Do Supremo

Flexibilização

STF referenda suspensão de artigos da LRF e da LDO durante a crise do coronavírus

O plenário também declarou extinta a ação da União diante da aprovação do Orçamento da Guerra

Sessão plenária do STF realizada por videoconferência / Crédito: Fellipe Sampaio /SCO/STF

O Supremo Tribunal Federal (STF) referendou, nesta quarta-feira (13/5), a liminar do ministro Alexandre de Moraes para suspender artigos da Lei de Responsabilidade Fiscal (LRF) e da Lei de Diretrizes Orçamentárias (LDO) durante o período em que vigorar o estado de calamidade decretado pelo Congresso Nacional devido à Covid-19. O plenário também declarou extinta a ação apresentada pela Advocacia-Geral da União (AGU) diante da aprovação do Orçamento da Guerra.

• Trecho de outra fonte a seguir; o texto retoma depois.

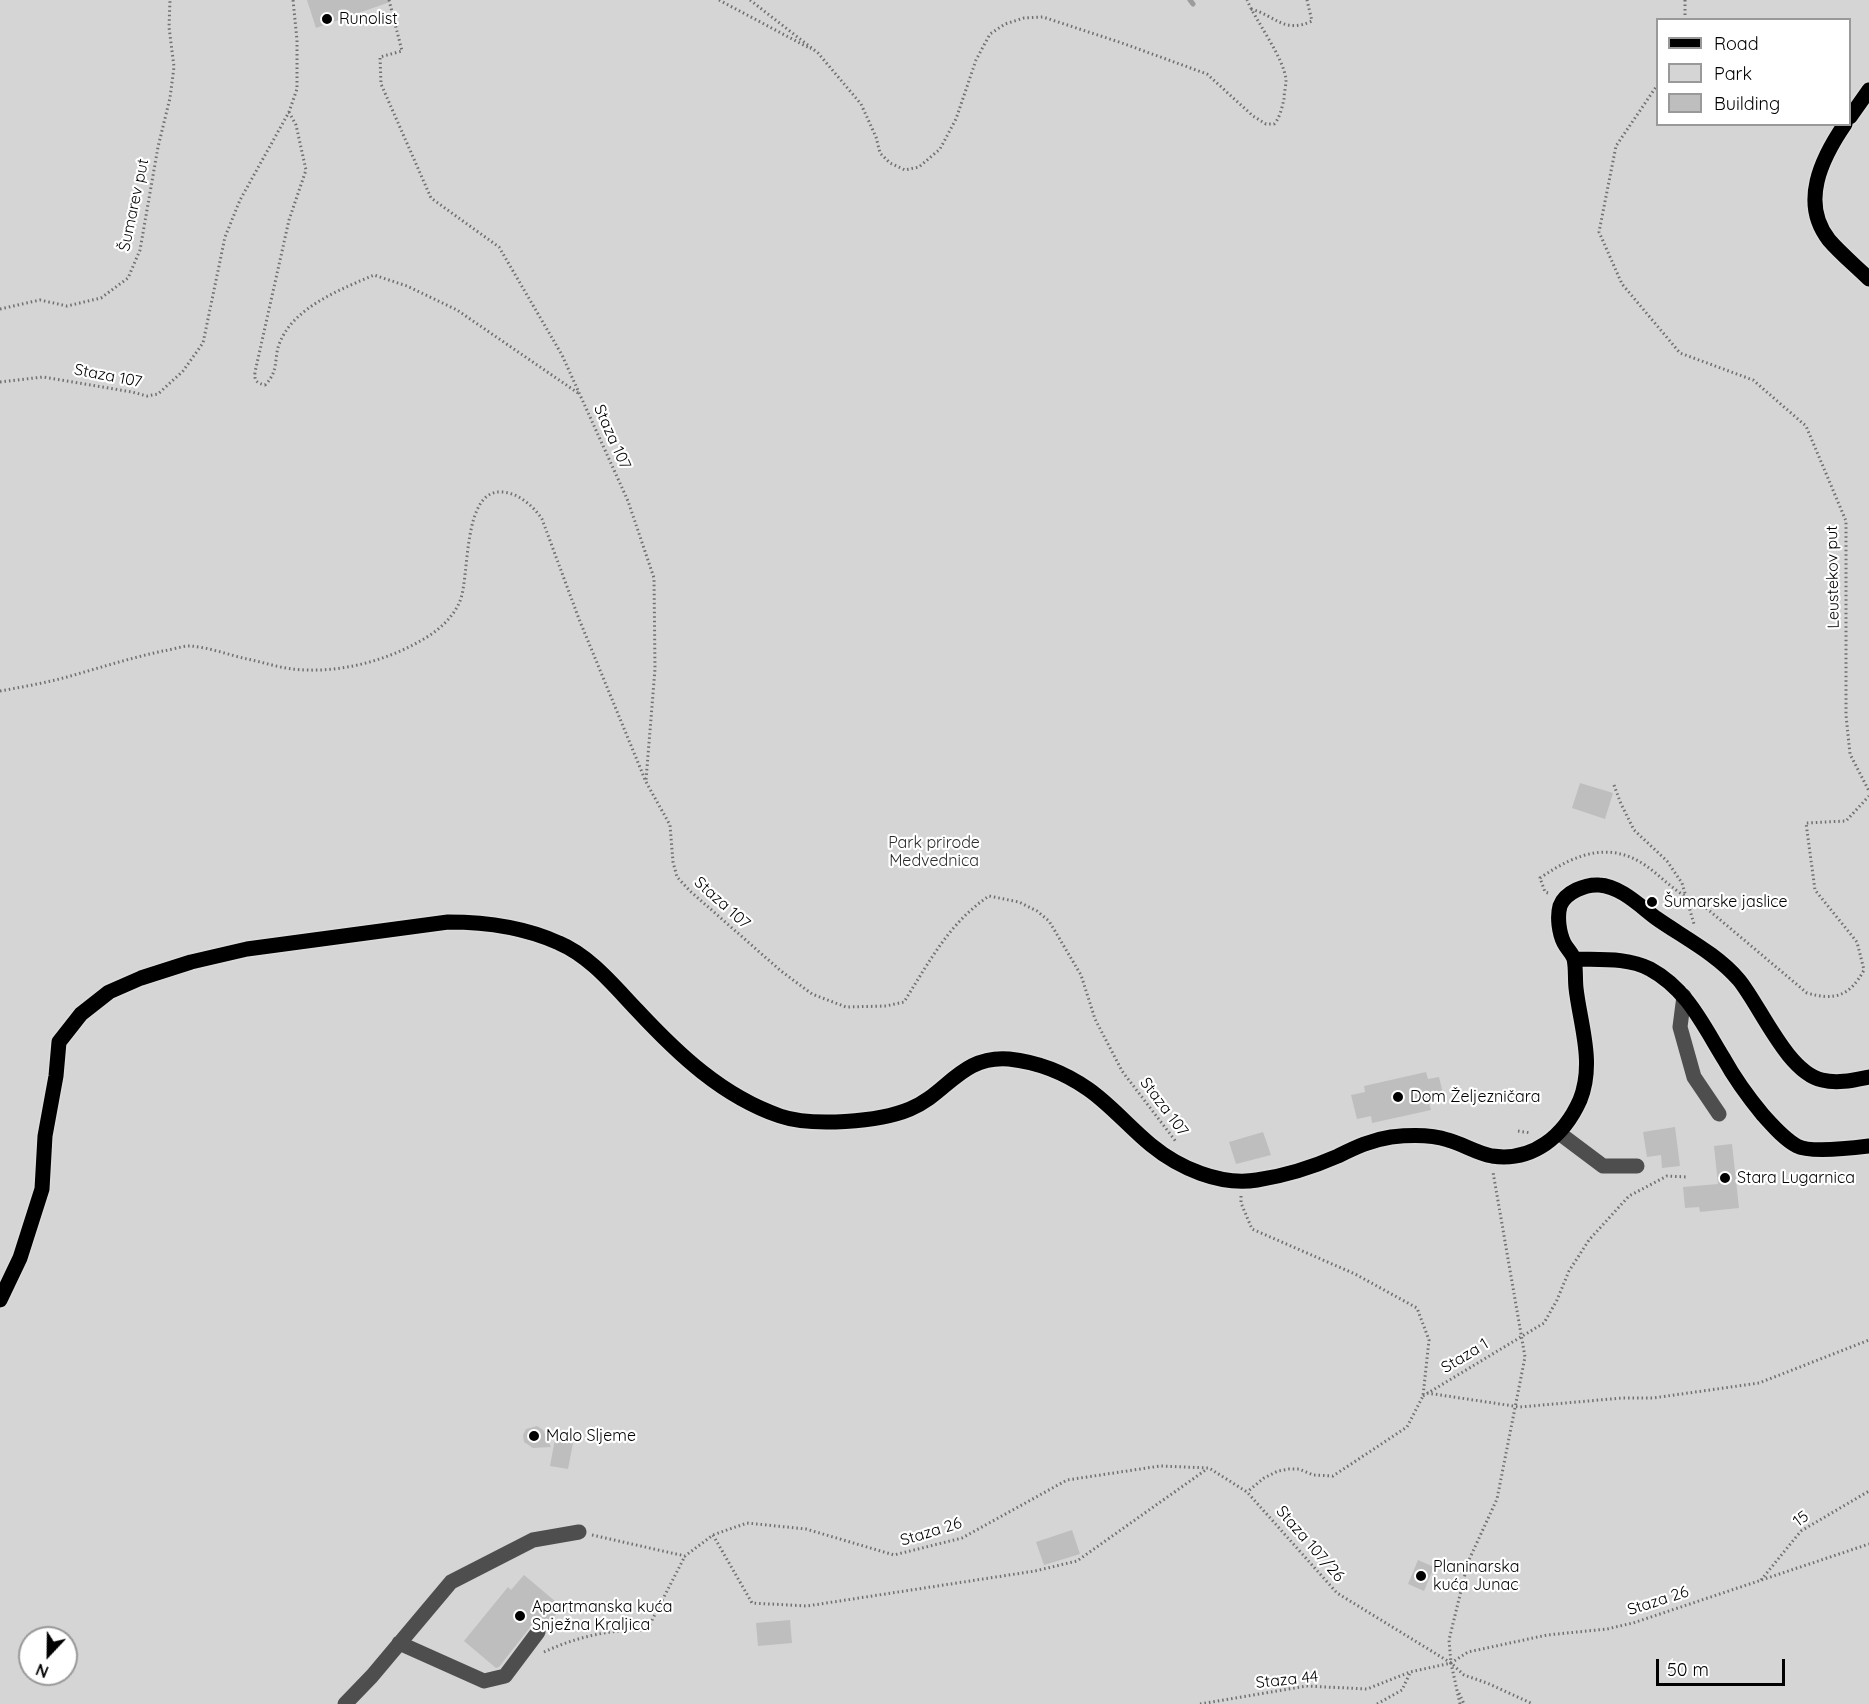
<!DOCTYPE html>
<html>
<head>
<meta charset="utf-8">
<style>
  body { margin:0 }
  #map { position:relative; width:1869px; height:1704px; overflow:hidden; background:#fff; font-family:Quicksand,sans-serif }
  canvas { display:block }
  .legend { position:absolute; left:1656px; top:18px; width:195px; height:108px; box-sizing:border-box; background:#fff; border:2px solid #999; margin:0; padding:8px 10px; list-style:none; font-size:18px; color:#000 }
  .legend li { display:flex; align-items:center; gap:12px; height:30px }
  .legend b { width:30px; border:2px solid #999 }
  .north { position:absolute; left:18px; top:1626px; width:60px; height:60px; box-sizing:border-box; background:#fff; border:2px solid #999; border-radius:50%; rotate:202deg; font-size:16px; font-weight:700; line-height:24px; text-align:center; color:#000 }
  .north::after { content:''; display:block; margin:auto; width:21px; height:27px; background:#000; clip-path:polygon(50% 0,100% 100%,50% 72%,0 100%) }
  .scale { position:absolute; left:1656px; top:1659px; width:129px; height:27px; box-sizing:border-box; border:3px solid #000; border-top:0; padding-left:8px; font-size:18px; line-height:21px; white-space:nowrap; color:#000; -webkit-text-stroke:4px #fff; paint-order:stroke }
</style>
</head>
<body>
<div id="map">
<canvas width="1869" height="1704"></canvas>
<ul class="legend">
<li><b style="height:8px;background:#000"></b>Road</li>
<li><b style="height:16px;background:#d5d5d5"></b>Park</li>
<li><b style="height:16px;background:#bebebe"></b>Building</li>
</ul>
<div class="north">N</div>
<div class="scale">50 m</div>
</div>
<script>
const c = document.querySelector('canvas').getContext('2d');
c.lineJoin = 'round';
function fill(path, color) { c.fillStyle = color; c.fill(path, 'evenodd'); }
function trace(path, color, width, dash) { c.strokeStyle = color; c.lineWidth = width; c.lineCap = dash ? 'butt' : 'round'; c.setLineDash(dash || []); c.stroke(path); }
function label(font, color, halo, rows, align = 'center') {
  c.font = font + ' Quicksand,sans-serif'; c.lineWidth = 4.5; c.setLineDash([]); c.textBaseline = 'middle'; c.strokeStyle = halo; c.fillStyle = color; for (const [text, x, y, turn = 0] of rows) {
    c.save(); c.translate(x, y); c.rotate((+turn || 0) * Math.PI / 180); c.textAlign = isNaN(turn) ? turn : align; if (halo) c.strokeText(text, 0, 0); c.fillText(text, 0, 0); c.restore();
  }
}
fill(new Path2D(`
  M0,0H1869V1704H0ZM1658,20H1850V124H1658ZM30,1638H66V1674H30Z`), '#d5d5d5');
trace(new Path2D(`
  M1190,0L1193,4`), '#9c9c9c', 5);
fill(new Path2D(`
  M307,0H389L390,2L316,28Z
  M1580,783L1613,793L1605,819L1572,808Z
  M1426,1072L1428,1079L1439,1077L1444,1098L1429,1102L1431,1110L1372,1123L1371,1116L1357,1119L1351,1095L1365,1092L1364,1086Z
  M1675,1127L1680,1166L1662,1168L1661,1155L1647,1157L1643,1132Z
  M1263,1132L1271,1155L1236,1164L1229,1142Z
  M1732,1144L1739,1208L1700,1212L1699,1207L1685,1208L1683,1187L1718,1184L1714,1146Z
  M537,1426L543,1430L551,1447L533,1448L524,1442L523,1435L526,1429Z
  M555,1439L573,1443L568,1469L550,1466Z
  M1072,1530L1080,1554L1044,1565L1036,1542Z
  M1418,1560L1434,1567L1424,1591L1408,1584Z
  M524,1575L562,1607L546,1627L539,1622L531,1626L499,1667L496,1668L464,1641L508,1587L511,1590Z
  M790,1620L792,1643L758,1646L756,1623Z`), '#bebebe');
const major = new Path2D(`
  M1850,117L1869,90
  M1845,124C1821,159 1800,203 1829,240C1841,254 1856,266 1869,279
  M1574,959C1598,960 1627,957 1650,969C1687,989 1703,1025 1724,1059C1735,1079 1749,1098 1763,1115C1773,1126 1784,1139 1797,1146C1810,1153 1853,1148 1869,1146
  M0,1300L20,1258L42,1189L45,1136L56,1076L59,1042L81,1014L109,992L141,978L191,962L247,949L448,922C486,922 524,927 559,943C590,956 614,986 637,1010C678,1054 722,1096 780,1116C812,1127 879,1122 910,1109C947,1094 961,1055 1009,1059C1037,1062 1065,1073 1088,1089C1111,1105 1129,1127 1151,1145C1179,1168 1220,1186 1257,1180C1284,1176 1313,1167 1338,1156C1356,1147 1371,1140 1391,1137C1409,1135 1430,1134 1448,1140C1463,1144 1476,1153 1492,1156C1533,1162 1564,1136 1580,1100C1595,1063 1580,1024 1576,988C1575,979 1576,967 1574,959C1572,953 1567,949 1564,943C1559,933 1557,917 1560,906C1565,892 1586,884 1599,885C1620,886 1640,906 1656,918C1683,937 1717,954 1739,980C1761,1007 1787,1072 1822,1080C1838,1084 1854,1080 1869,1077`);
trace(major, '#dbdbdb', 18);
trace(new Path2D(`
  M389,0L402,51L380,57L381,84L431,198L499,247L562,355L628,501L654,578L655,669L646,780
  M719,0L811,49
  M750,0L818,53L861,104L876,137L880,153L890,163L905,170L919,167L940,149L956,119L976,60L990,34L1005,24L1024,18L1043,17L1122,43L1207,74L1253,116L1266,124H1274C1280,118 1282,107 1284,99C1284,93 1286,86 1286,80C1284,58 1257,23 1247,0
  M1685,0V20
  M1251,9C1276,16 1284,34 1312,21L1307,0
  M1658,84L1616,146L1599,232L1622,284L1680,353L1753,380L1806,426L1846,521V715L1850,754L1869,791
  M289,112L296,125L306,170L289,220L255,372C254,381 257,383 265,385C280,370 273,358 280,342C295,306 342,289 374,275L407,286L457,310L578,393
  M0,309L40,300L67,306L101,298L128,278L140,250L158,147L170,98L174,67L169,27L170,0
  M0,382L43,377L132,392L147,396L158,394L183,371L203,343L225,237L240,200L289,112L297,89V40L293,0
  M0,691C22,687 45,683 67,677C99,668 130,658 163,651C171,650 181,646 190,646C208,647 229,655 247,659C262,662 277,667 292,669C336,674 384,662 422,640C438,631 453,618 460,601C470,577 462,489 502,492C519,493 533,506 542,519L579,619L646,782L670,825L673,862L677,877L690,891L781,971L812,994L846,1007L886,1006L904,1002C929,962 950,922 989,896L1019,902L1037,911L1049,921L1081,975L1095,1019L1122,1071L1177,1143
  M1614,785L1621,804L1634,830L1667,861L1682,883L1694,924
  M1548,893L1545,892L1540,878C1578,852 1614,839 1653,871C1668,883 1681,897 1699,902L1807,993C1835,1001 1850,996 1864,970L1857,942L1815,890L1806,823L1846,821L1869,796
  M1518,1131L1531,1133
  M1241,1196V1203L1252,1229L1355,1274L1417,1308L1429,1340L1423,1396L1407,1427L1333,1476L1313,1475L1299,1469H1289L1278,1471L1264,1478L1247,1492
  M1427,1393L1520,1407L1622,1398H1653L1759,1383L1869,1340
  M1423,1396L1544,1323L1557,1300L1569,1271L1589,1240L1629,1196L1667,1176L1688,1177
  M592,1535L685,1556L713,1535L747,1523L806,1529L894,1555L962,1538L1067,1480L1160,1466L1209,1468L1247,1492L1337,1593L1451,1663L1464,1675L1487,1683L1533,1704
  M713,1535L752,1603L807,1606L1035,1571L1077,1561L1207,1469
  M1761,1580L1801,1531L1869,1491
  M544,1652C576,1637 611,1629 647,1630L685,1556
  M1459,1693L1464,1704
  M1200,1704L1306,1686L1367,1689L1410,1672L1451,1663L1468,1652L1547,1635L1607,1629L1633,1623L1869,1544
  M1377,1704L1402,1690L1410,1673
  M1460,1704L1451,1663L1449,1640L1468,1562L1497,1499L1525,1357L1493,1172`), '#707070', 3, [1.5, 3]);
trace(new Path2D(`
  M1684,996L1680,1027L1694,1077L1719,1114
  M1559,1133L1603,1166H1637
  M399,1643L484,1681L505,1676L538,1632
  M345,1704L372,1676L451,1582L533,1540L579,1532`), '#4e4e4e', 15);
trace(major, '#000', 15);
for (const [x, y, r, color] of [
  [327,19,6,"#000"],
  [1652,902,6,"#000"],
  [1398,1097,6,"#000"],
  [1725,1178,6,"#000"],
  [534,1436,6,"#000"],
  [1421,1576,6,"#000"],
  [520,1616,6,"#000"]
]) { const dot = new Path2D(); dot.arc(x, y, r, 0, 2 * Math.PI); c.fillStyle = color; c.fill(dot); trace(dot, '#fff', 2); }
label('16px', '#000', '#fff', [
  ["Runolist",339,19],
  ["Šumarske jaslice",1664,902],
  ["Dom Željezničara",1410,1097],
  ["Stara Lugarnica",1737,1178],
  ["Malo Sljeme",546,1436],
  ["Planinarska",1433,1567],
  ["kuća Junac",1433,1585],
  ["Apartmanska kuća",532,1607],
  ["Snježna Kraljica",532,1625]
], 'left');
label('16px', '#000', '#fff', [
  ["Šumarev put",134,205,-78],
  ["Staza 107",108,376,11],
  ["Staza 107",612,437,66],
  ["Leustekov put",1833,577,-91],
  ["Staza 107",722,903,42],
  ["Staza 107",1164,1107,53],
  ["Staza 1",1465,1356,-31],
  ["15",1801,1519,-36],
  ["Staza 26",931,1532,-17],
  ["Staza 107/26",1310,1544,49],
  ["Staza 26",1658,1601,-18],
  ["Staza 44",1287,1680,-6]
]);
label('16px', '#2c2c2c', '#fff', [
  ["Park prirode",934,843],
  ["Medvednica",934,861]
]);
</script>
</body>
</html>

Para os ministros, a ação direta de inconstitucionalidade (ADI) 6357 perdeu o objeto, já que a Emenda Constitucional 106, promulgada na última quinta-feira (7/5), abrangeria os pedidos da União à Corte. Ainda assim, os ministros avaliaram que, em nome da segurança jurídica, devia-se assentar o referendo da liminar do relator do caso para que ficasse claro que a flexibilização tem validade para todos os entes da federação.

O artigo 3º do Orçamento de Guerra dispõe que: “Desde que não impliquem despesa permanente, as proposições legislativas e os atos do Poder Executivo com propósito exclusivo de enfrentar a calamidade e suas consequências sociais e econômicas, com vigência e efeitos restritos à sua duração, ficam dispensados da observância das limitações legais quanto à criação, à expansão ou ao aperfeiçoamento de ação governamental que acarrete aumento de despesa e à concessão ou à ampliação de incentivo ou benefício de natureza tributária da qual decorra renúncia de receita”. 

Assim, o Congresso Nacional, na produção do texto da emenda que “institui regime extraordinário fiscal, financeiro e de contratações para enfrentamento de calamidade pública nacional decorrente de pandemia”, abrangeu o que estava definido na liminar do ministro Alexandre de Moraes. Por isso, ao votar, o relator propôs que o colegiado tratasse da perda do objeto, já que o Parlamento “constitucionalizou o assunto”.

O ministro Luiz Edson Fachin, que votou na sequência, afirmou que iria se limitar ao referendo da cautelar. Para ele, não seria possível analisar a EC 106 porque isso demandaria que a Corte avançasse em um tema que não foi demandada. “Muito sucintamente, subscrevo por inteiro a liminar, endosso a decisão e me permito lembrar que a LRF é um marco no planejamento orçamentário, nas formas de controle, transparência, atendendo a índice maior de confiança e direito dos cidadãos de acompanhar a administração. A decisão não simboliza retorno ao período em que havia patente ausência de controle”, disse.

Os ministros Rosa Weber, Luís Roberto Barroso, Luiz Fux, Cármen Lúcia, Gilmar Mendes, Ricardo Lewandowski, Marco Aurélio, Celso de Mello e o presidente, Dias Toffoli, acompanharam o relator na sugestão pela perda de objeto. Marco Aurélio ficou vencido no referendo da liminar.

No entanto, como foi iniciada uma discussão a respeito do referendo da liminar, em si, o ministro Luiz Fux sugeriu que Moraes construísse uma tese para que desse segurança jurídica aos atos praticados pelos Executivos desde 29 de março, quando da concessão da liminar, até a decisão sobre a perda de objeto da ação, ou seja, esta quarta-feira (13/5). O ministro Gilmar Mendes reforçou a proposta. Para o relator, entretanto, a liminar já deixava claro que tanto estados quanto municípios também estavam incluídos.

A decisão do fim de março de Moraes atendeu a pedido da União para que o governo não tenha necessidade de apontar uma fonte de recursos extras para compensar gastos não previstos na LDO com medidas de combate ao coronavírus. De acordo com a decisão, ficam suspensos os artigos 14, 16, 17 e 24 da LRF, inclusive para os estados e municípios que também declararam estado de calamidade pública por causa da pandemia, estendendo o pedido da união para os outros entes federados.